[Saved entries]
* * * *
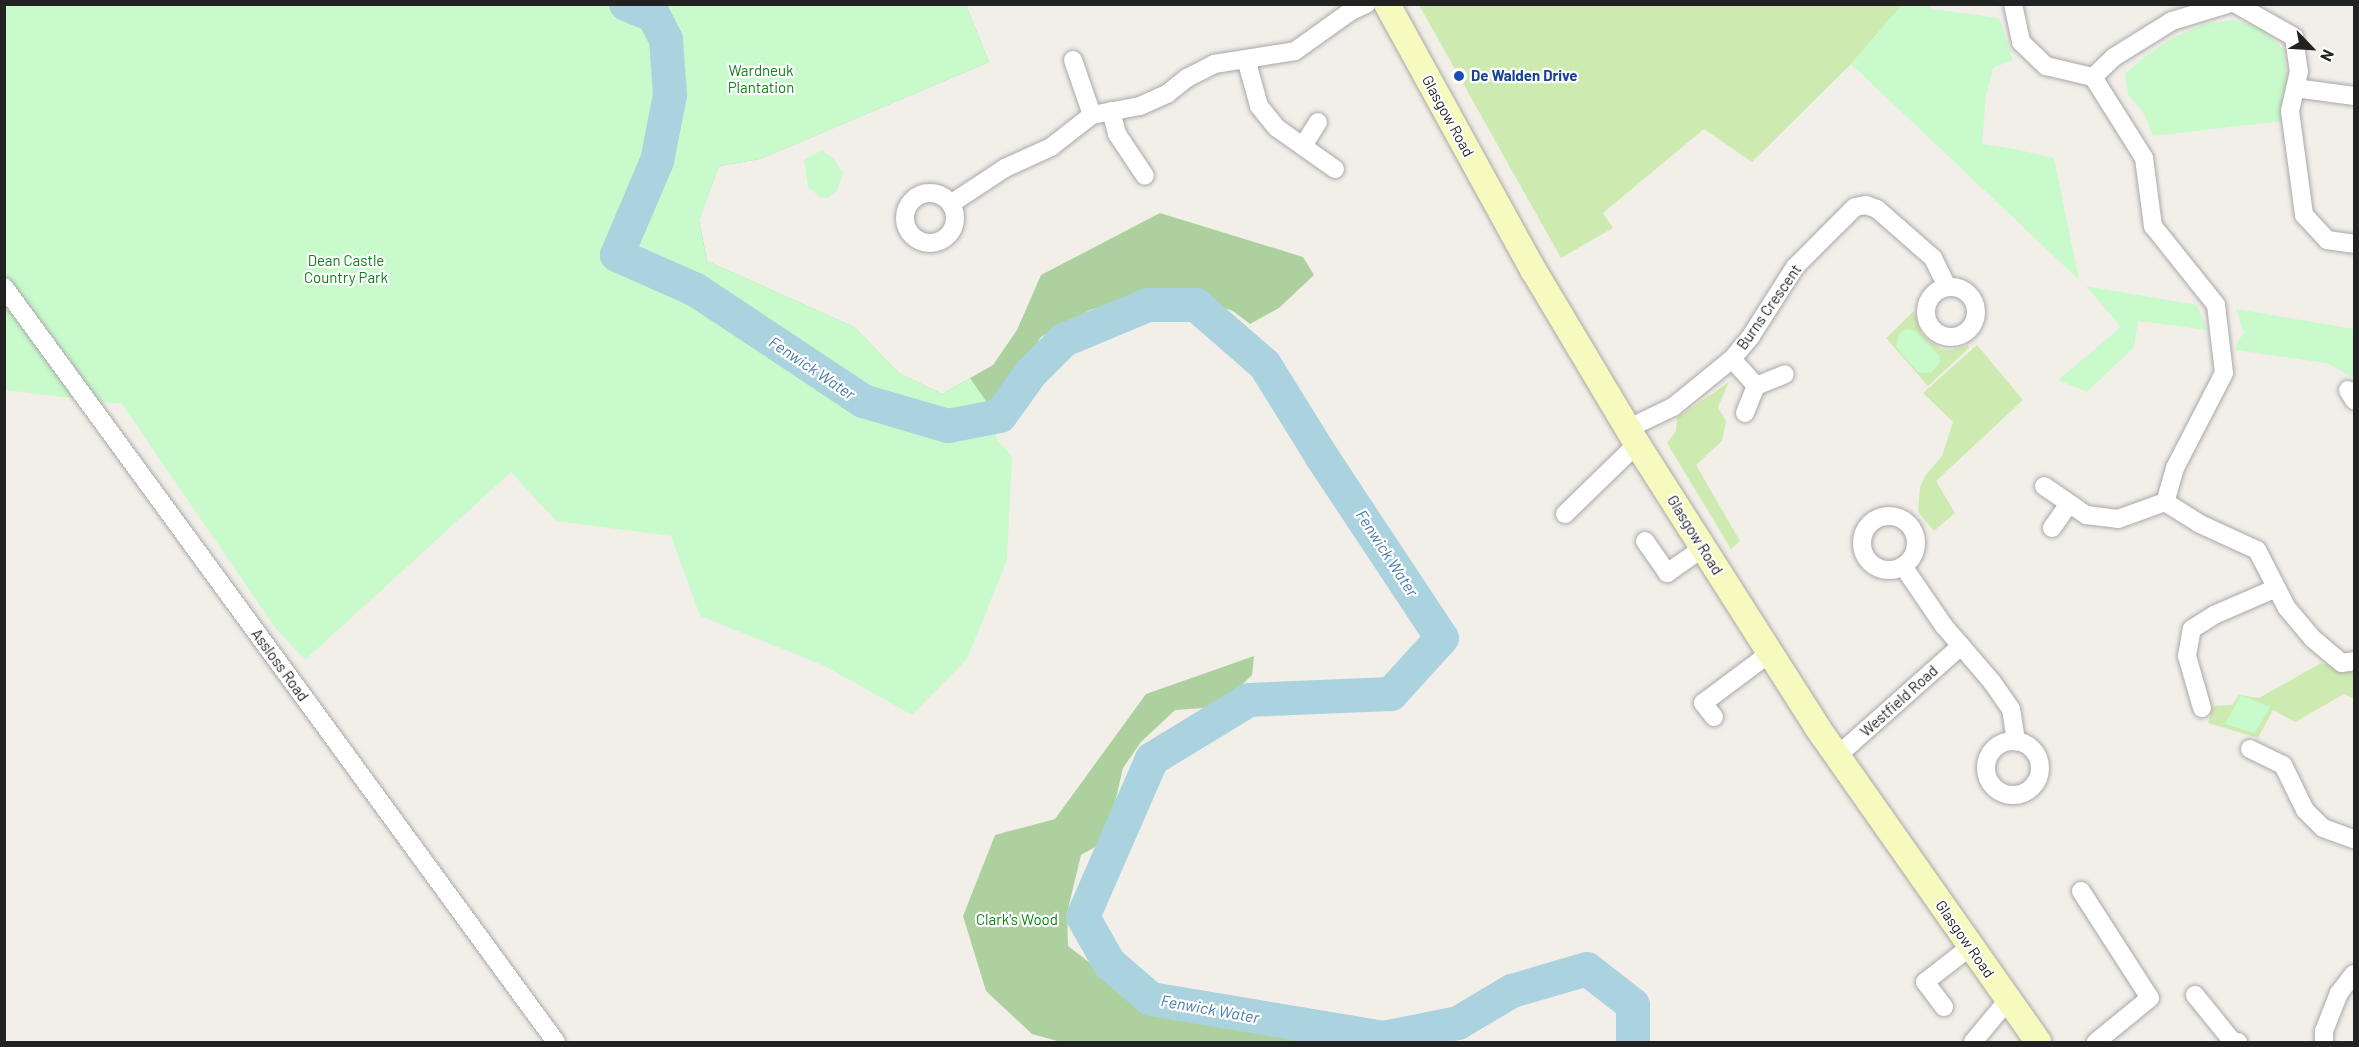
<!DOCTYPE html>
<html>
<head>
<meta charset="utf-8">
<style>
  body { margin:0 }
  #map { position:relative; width:2359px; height:1047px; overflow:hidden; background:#f2efe9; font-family:Barlow,sans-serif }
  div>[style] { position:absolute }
  .grass>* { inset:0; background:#cdebb0 }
  .forest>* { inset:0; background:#add19e }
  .park>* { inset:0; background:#c8facc }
  .river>* { height:34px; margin:-17px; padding:0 17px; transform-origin:17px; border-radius:17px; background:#aad3df }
  .roads { filter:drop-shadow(0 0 2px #a9a9a9) drop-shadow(0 0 2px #a9a9a9) }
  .minor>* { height:18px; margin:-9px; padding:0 9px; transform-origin:9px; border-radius:9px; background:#fff }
  .minor>.ring { margin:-9px; padding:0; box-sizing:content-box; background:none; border:18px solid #fff; border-radius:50% }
  .secondary>* { height:26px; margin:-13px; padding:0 13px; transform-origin:13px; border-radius:13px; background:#f7fabf }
  .dots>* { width:16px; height:16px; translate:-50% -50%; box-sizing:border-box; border:3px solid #fff; border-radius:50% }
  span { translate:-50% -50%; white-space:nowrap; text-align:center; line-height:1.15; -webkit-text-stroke:4.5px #fff; paint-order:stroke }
  .park-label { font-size:15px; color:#0c8416 }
  .transit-label { font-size:15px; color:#164399; font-weight:700 }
  .left { translate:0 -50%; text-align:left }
  .street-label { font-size:15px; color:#222 }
  .water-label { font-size:16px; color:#4a7aab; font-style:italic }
  .frame { position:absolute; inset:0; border:6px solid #222; pointer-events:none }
  .north { position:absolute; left:2281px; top:18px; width:60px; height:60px; -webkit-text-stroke:4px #fff; paint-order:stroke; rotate:115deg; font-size:16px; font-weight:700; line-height:24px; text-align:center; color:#222 }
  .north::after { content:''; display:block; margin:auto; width:21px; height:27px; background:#222; clip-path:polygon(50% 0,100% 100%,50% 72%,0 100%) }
</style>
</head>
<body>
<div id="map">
  <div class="grass">
    <i style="clip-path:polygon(1419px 5px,1902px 5px,1851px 64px,1752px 162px,1704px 129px,1603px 213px,1613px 228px,1561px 258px)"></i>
    <i style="clip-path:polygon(1914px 311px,1921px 333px,1929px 341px,1941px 349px,1952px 350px,1968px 345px,1969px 348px,1928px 386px,1886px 338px)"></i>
    <i style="clip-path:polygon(1977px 345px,2023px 400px,1936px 481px,1955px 513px,1934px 531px,1918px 512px,1920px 487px,1925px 476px,1942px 456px,1953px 422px,1923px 393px)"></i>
    <i style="clip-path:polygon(1729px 382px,1718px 407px,1726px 421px,1722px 441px,1696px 465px,1740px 541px,1731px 549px,1667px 443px,1676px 431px,1677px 418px)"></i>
    <i style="clip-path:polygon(2321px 663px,2354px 673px,2354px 699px,2344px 694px,2295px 722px,2273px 710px,2258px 738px,2208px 723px,2213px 706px,2232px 705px,2239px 695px,2259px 698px)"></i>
  </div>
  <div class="forest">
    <i style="clip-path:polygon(966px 5px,989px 62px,760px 159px,719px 166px,699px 220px,707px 261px,854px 327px,899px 373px,942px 394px,993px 365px,1017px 330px,1041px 275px,1160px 213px,1303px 257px,1314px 275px,1279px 308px,1250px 324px,1233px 311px,1168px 288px,1090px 310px,1041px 337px,1017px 374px,988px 404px,952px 409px,738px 291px,648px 214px,670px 176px)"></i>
    <i style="clip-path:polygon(1254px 656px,1252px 675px,1219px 707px,1175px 710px,1141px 742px,1123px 768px,1106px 841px,1081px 855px,1067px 913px,1068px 946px,1137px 999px,1200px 1024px,1286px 1031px,1333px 1042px,1061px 1042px,1032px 1034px,986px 991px,963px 916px,995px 835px,1055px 819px,1146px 694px)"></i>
  </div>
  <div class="park">
    <i style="clip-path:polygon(4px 5px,966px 5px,989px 62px,760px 159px,719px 166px,699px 221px,707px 261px,854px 327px,899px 373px,942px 394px,970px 378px,988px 404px,997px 440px,1012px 456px,1007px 560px,967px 659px,912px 715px,825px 666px,700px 616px,671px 536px,556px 521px,511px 472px,305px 660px,276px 629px,122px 404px,5px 390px)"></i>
    <i style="clip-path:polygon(1902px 5px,1931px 5px,1931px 9px,1999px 18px,2013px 60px,1993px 68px,1986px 96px,1982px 144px,2015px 149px,2054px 158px,2079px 280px,1851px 64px)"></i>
    <i style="clip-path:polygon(2233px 20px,2263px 29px,2284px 50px,2287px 75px,2283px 121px,2153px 136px,2144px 113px,2128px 95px,2125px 74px,2143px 58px,2174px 37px,2205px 24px)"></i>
    <i style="clip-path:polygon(822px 150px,833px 158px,843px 173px,837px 191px,828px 198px,820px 197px,808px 187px,804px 160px)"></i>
    <i style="clip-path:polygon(2086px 286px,2197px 305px,2207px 330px,2138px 321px,2134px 347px,2087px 392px,2058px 380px,2121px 327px)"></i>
    <i style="clip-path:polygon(2236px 309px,2354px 329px,2354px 378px,2327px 363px,2236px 350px,2237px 343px,2244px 332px)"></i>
    <i style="clip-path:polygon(1906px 329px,1915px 331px,1939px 355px,1940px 362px,1931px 373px,1918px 372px,1896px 347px,1899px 334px)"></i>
    <i style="clip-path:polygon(2241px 695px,2270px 707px,2255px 733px,2225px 724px)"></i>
  </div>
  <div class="river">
    <i style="left:626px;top:4px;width:30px;rotate:23deg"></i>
    <i style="left:654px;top:16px;width:27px;rotate:63deg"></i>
    <i style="left:666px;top:40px;width:55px;rotate:85.8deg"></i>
    <i style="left:670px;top:95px;width:67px;rotate:101.1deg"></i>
    <i style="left:657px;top:161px;width:102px;rotate:113.1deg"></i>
    <i style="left:617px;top:255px;width:86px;rotate:23.9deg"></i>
    <i style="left:696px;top:290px;width:201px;rotate:33.6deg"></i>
    <i style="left:863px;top:401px;width:89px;rotate:16.4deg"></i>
    <i style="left:948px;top:426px;width:53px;rotate:-10.9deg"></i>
    <i style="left:1000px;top:416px;width:53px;rotate:-54.2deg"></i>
    <i style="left:1031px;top:373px;width:47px;rotate:-45deg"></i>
    <i style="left:1064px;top:340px;width:91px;rotate:-22.6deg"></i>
    <i style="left:1148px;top:305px;width:48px"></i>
    <i style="left:1196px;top:305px;width:91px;rotate:41deg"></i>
    <i style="left:1265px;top:365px;width:108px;rotate:58.2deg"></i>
    <i style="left:1322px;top:457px;width:217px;rotate:56.5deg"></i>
    <i style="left:1442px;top:638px;width:76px;rotate:132.3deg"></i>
    <i style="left:1391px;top:694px;width:142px;rotate:177.6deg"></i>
    <i style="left:1249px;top:700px;width:114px;rotate:148.7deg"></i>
    <i style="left:1152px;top:759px;width:172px;rotate:113.6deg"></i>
    <i style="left:1083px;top:917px;width:53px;rotate:60.5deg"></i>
    <i style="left:1109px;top:963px;width:55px;rotate:40.6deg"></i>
    <i style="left:1151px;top:999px;width:236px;rotate:9.5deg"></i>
    <i style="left:1384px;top:1038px;width:76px;rotate:-11.5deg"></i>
    <i style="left:1458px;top:1023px;width:63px;rotate:-30.7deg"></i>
    <i style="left:1512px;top:991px;width:78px;rotate:-16.3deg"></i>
    <i style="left:1587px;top:969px;width:58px;rotate:38deg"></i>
    <i style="left:1633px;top:1005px;width:37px;rotate:90deg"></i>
  </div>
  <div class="roads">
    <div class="minor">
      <i style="left:2013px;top:4px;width:39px;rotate:78deg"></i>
      <i style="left:2021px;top:42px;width:35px;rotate:44deg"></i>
      <i style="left:2046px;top:66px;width:48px;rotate:13.2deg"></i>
      <i style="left:2228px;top:4px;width:59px;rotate:163.1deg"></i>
      <i style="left:2172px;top:21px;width:68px;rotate:148.2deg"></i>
      <i style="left:2114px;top:57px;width:29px;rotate:136deg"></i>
      <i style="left:2093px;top:77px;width:96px;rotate:57.8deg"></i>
      <i style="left:2144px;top:158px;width:69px;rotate:82.5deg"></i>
      <i style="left:2153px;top:226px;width:101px;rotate:51.4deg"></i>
      <i style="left:2216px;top:305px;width:68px;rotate:83.3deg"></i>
      <i style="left:2224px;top:373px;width:107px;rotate:117.3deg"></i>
      <i style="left:2175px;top:468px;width:35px;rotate:106deg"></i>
      <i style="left:2165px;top:502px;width:39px;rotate:32deg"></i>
      <i style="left:2198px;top:523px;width:65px;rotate:24.6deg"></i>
      <i style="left:2257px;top:550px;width:65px;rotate:62.7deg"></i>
      <i style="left:2287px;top:608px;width:39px;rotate:50deg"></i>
      <i style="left:2312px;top:638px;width:39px;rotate:40deg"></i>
      <i style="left:2342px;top:663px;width:12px;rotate:-9deg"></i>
      <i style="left:2236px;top:4px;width:67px;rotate:29.6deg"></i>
      <i style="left:2294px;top:37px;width:34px;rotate:82deg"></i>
      <i style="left:2299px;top:71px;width:41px;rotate:102.7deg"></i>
      <i style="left:2290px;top:111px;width:105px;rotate:82.3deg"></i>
      <i style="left:2304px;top:215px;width:34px;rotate:47deg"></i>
      <i style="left:2327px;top:240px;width:27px;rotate:8deg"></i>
      <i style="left:1246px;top:59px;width:49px;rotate:74.5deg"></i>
      <i style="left:1259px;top:106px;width:28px;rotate:51deg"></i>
      <i style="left:1277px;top:128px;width:71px;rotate:35.3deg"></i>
      <i style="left:1073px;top:60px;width:58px;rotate:70.9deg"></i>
      <i style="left:2295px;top:88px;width:60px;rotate:7.7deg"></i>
      <i style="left:1111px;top:111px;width:24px;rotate:75deg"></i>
      <i style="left:1117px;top:134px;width:50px;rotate:56.3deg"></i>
      <i style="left:1303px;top:146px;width:28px;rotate:-58deg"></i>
      <i class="ring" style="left:905px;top:193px;width:32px;height:32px"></i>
      <i style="left:952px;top:203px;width:64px;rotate:-33.4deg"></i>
      <i style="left:1005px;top:168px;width:51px;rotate:-24.5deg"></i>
      <i style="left:1051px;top:147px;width:52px;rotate:-38deg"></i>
      <i style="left:1092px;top:115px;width:49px;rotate:-10.6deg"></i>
      <i style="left:1140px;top:106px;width:30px;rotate:-24deg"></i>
      <i style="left:1167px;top:94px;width:26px;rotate:-39deg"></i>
      <i style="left:1187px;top:78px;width:30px;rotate:-27deg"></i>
      <i style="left:1214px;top:64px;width:82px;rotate:-9.1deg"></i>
      <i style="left:1295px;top:51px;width:69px;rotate:-35.5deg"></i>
      <i style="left:1351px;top:11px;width:17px;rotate:-25deg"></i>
      <i class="ring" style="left:1926px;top:287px;width:32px;height:32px"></i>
      <i style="left:4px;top:287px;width:935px;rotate:53.83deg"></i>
      <i style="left:1732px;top:359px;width:36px;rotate:48deg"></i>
      <i style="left:1756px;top:386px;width:31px;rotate:-22deg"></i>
      <i style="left:2348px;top:390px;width:12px;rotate:59deg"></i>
      <i style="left:1745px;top:413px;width:29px;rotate:-68deg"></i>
      <i style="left:1627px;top:429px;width:51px;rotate:-25.6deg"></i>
      <i style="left:1673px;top:407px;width:76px;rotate:-39.1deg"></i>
      <i style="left:1732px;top:359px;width:30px;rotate:-50deg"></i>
      <i style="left:1751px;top:336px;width:82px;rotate:-57.5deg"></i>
      <i style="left:1795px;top:267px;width:85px;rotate:-45deg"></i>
      <i style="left:1855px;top:207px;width:11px;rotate:-10deg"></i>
      <i style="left:1866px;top:205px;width:12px;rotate:20deg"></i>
      <i style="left:1877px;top:209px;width:74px;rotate:41.2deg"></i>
      <i style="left:1933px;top:258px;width:32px;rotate:64deg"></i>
      <i style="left:2044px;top:486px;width:51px;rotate:34.6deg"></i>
      <i style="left:2086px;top:515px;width:32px;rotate:7deg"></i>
      <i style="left:2118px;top:519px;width:50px;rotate:-19.9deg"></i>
      <i style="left:1565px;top:514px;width:100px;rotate:-44.2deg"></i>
      <i class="ring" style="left:1862px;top:516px;width:36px;height:36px"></i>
      <i style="left:2052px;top:528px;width:29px;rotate:-55deg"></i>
      <i style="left:1645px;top:541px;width:39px;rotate:55deg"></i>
      <i style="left:1667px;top:573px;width:44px;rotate:-34.8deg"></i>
      <i style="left:1903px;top:566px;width:73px;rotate:55.7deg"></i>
      <i style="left:1944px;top:626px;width:74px;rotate:49.4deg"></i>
      <i style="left:1992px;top:682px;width:33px;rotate:55deg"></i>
      <i style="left:2011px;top:709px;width:33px;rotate:81deg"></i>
      <i style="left:2202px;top:708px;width:54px;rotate:-106.1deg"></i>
      <i style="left:2187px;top:656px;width:27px;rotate:-80deg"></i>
      <i style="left:2192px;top:629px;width:26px;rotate:-32deg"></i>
      <i style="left:2214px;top:615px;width:68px;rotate:-23.5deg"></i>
      <i style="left:1714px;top:717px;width:18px;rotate:-128deg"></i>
      <i style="left:1703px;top:703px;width:84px;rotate:-36.7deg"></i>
      <i class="ring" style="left:1986px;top:741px;width:36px;height:36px"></i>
      <i style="left:2250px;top:749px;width:37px;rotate:26deg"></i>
      <i style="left:2283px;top:765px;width:50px;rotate:63.9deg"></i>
      <i style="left:2305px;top:810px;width:25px;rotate:45deg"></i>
      <i style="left:2323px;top:828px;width:33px;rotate:20deg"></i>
      <i style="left:1837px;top:756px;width:166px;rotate:-41.6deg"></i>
      <i style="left:2081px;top:891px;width:127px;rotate:57.2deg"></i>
      <i style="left:2150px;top:998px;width:70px;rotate:140.8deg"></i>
      <i style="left:2195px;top:995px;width:60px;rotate:51deg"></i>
      <i style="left:2233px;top:1042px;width:5px"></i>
      <i style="left:1944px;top:1007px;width:31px;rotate:-127deg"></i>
      <i style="left:1925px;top:982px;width:57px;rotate:-37.9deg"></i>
      <i style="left:1973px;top:1042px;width:55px;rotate:-50.2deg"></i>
      <i style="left:2324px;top:1042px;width:11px;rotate:-90deg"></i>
      <i style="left:2324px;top:1031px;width:41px;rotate:-68.5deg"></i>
      <i style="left:2339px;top:993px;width:24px;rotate:-52deg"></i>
    </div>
    <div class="secondary">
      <i style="left:1387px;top:4px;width:305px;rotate:61.2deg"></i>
      <i style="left:1534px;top:271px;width:201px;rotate:59.2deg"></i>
      <i style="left:1637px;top:444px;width:335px;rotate:57.5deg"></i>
      <i style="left:1817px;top:727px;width:385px;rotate:54.9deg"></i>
    </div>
  </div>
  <div class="dots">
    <i style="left:1459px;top:76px;background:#1a4fb4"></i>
  </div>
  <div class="park-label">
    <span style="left:761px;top:79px">Wardneuk<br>Plantation</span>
    <span style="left:346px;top:269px">Dean Castle<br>Country Park</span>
    <span style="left:1017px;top:920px">Clark's Wood</span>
  </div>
  <div class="transit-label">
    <span class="left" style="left:1471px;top:76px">De Walden Drive</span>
  </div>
  <div class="street-label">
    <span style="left:1448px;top:116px;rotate:61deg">Glasgow Road</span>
    <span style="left:1769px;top:307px;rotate:-55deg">Burns Crescent</span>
    <span style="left:1695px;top:535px;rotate:58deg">Glasgow Road</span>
    <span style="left:280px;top:665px;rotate:54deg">Assloss Road</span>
    <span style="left:1899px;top:701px;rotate:-42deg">Westfield Road</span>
    <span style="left:1965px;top:939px;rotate:55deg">Glasgow Road</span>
  </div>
  <div class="water-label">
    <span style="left:812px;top:368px;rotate:34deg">Fenwick Water</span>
    <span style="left:1387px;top:553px;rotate:57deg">Fenwick Water</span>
    <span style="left:1210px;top:1009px;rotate:10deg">Fenwick Water</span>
  </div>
  <div class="frame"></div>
  <div class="north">N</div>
</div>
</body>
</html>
* * * *
Give again, word for word, only the lines that run from the top of the data above through the line with "filter:drop-shadow(0 0 2px". Drop the pictures.

<!DOCTYPE html>
<html>
<head>
<meta charset="utf-8">
<style>
  body { margin:0 }
  #map { position:relative; width:2359px; height:1047px; overflow:hidden; background:#f2efe9; font-family:Barlow,sans-serif }
  div>[style] { position:absolute }
  .grass>* { inset:0; background:#cdebb0 }
  .forest>* { inset:0; background:#add19e }
  .park>* { inset:0; background:#c8facc }
  .river>* { height:34px; margin:-17px; padding:0 17px; transform-origin:17px; border-radius:17px; background:#aad3df }
  .roads { filter:drop-shadow(0 0 2px #a9a9a9) drop-shadow(0 0 2px #a9a9a9) }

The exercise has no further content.